I've picked up something that someone else has set up. We have an API Management instance, siting behind an Application Gateway, which has a policy on an API:
<inbound>
<choose>
<when condition="@(context.Request.Certificate == null)">
<return-response>
<set-status code="403" reason="Client certificate required..d1PD" />
</return-response>
</when>
</choose>
<choose>
<when condition="@(!context.Request.Certificate.Verify())">
<return-response>
<set-status code="403" reason="Client certificate cannot be verified..d2PD " />
</return-response>
</when>
</choose>
<choose>
<when condition="@(!context.Deployment.Certificates.Any(c => c.Value.Thumbprint == context.Request.Certificate.Thumbprint))">
<return-response>
<set-status code="403" reason="Client certificate is untrusted or invalid..d3PD" />
</return-response>
</when>
</choose>
<base />
</inbound>
In Postman I am passing a cert and key.
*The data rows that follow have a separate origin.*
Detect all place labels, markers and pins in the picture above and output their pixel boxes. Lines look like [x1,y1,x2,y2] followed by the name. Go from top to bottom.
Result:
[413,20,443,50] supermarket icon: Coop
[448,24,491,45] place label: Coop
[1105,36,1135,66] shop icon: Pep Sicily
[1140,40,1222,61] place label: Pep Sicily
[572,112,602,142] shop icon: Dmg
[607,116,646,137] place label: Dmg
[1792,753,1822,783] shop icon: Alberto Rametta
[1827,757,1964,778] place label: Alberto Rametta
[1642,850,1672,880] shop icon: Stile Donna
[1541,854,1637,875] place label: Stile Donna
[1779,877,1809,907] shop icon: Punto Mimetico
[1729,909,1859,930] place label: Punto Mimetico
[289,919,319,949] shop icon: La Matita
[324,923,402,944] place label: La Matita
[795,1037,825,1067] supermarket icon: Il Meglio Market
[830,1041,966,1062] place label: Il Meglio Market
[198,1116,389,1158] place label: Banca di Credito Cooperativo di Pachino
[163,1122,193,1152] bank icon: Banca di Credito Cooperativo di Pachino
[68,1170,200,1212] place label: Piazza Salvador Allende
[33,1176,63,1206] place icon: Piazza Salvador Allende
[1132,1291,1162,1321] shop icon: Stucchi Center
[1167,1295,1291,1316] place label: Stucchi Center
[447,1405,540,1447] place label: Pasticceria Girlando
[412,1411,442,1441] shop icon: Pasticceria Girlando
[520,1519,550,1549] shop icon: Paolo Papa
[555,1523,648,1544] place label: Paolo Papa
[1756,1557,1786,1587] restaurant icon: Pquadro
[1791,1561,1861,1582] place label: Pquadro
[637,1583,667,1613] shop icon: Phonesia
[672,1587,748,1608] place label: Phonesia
The Postman Console shows
Client Certificate:
keyPath:"C:\selfsigned\internalscm.X.com.key"
pemPath:"C:\selfsigned\internalscm.X.com.crt"
pfxPath:""
I'm passing Ocp-Apim-Trace
in the header of the request so am getting a trace back which contains:
traceEntries {2}
inbound [10]
..
6 {4}
source : authentication-certificate
timestamp : 2019-08-06T08:55:31.3435485Z
elapsed : 00:00:00.0006857
data {2}
message : Certificate was attached to request per configuration.
certificate {...}
7 {4}
source : choose
timestamp : 2019-08-06T08:55:31.3435485Z
elapsed : 00:00:00.0007011
data {3}
message : Expression was successfully evaluated.
expression : context.Request.Certificate == null
value : true
UPDATE:
The authentication-certificate
assessment is of the backend's certificate and is nothing to do with the client certificate (.key
and .crt
) that Postman claims to be including in the request (the same result is returned if I pass a pfx
and password instead of .key
and .crt
).
When I hit the API that the Gateway is protecting, I can see in the trace that it is processing the client certificate (and returning a 200):
{
"source": "client-certificate-handler",
"timestamp": "2019-08-09T15:47:46.3825928Z",
"elapsed": "00:00:00.0005974",
"data": "Requesting client certificate because next handler requires access to it."
},
{
"source": "client-certificate-handler",
"timestamp": "2019-08-09T15:47:46.6950495Z",
"elapsed": "00:00:00.3225172",
"data": "Client certificate thumbprint '6C03F4E7999999999999999999999999' received."
},
{
"source": "choose",
"timestamp": "2019-08-09T15:47:46.6950495Z",
"elapsed": "00:00:00.3225288",
"data": {
"message": "Expression was successfully evaluated.",
"expression": "context.Request.Certificate == null",
"value": false
}
},
{
"source": "choose",
"timestamp": "2019-08-09T15:47:46.9606395Z",
"elapsed": "00:00:00.5849700",
"data": {
"message": "Expression was successfully evaluated.",
"expression": "!context.Request.Certificate.Verify()",
"value": false
}
},
{
"source": "choose",
"timestamp": "2019-08-09T15:47:46.9606395Z",
"elapsed": "00:00:00.5850060",
"data": {
"message": "Expression was successfully evaluated.",
"expression": "!context.Deployment.Certificates.Any(c => c.Value.Thumbprint == context.Request.Certificate.Thumbprint)",
"value": false
}
}
So it looks like AppGateway is dropping the client certificate.
The trace doesn't give me enough to start deducing why the client certificate (assuming that Postman is transmitting it to the Gateway as it does the API) is being dropped. Where should I start?
For ref, when I remove the policy the request is processed as expected.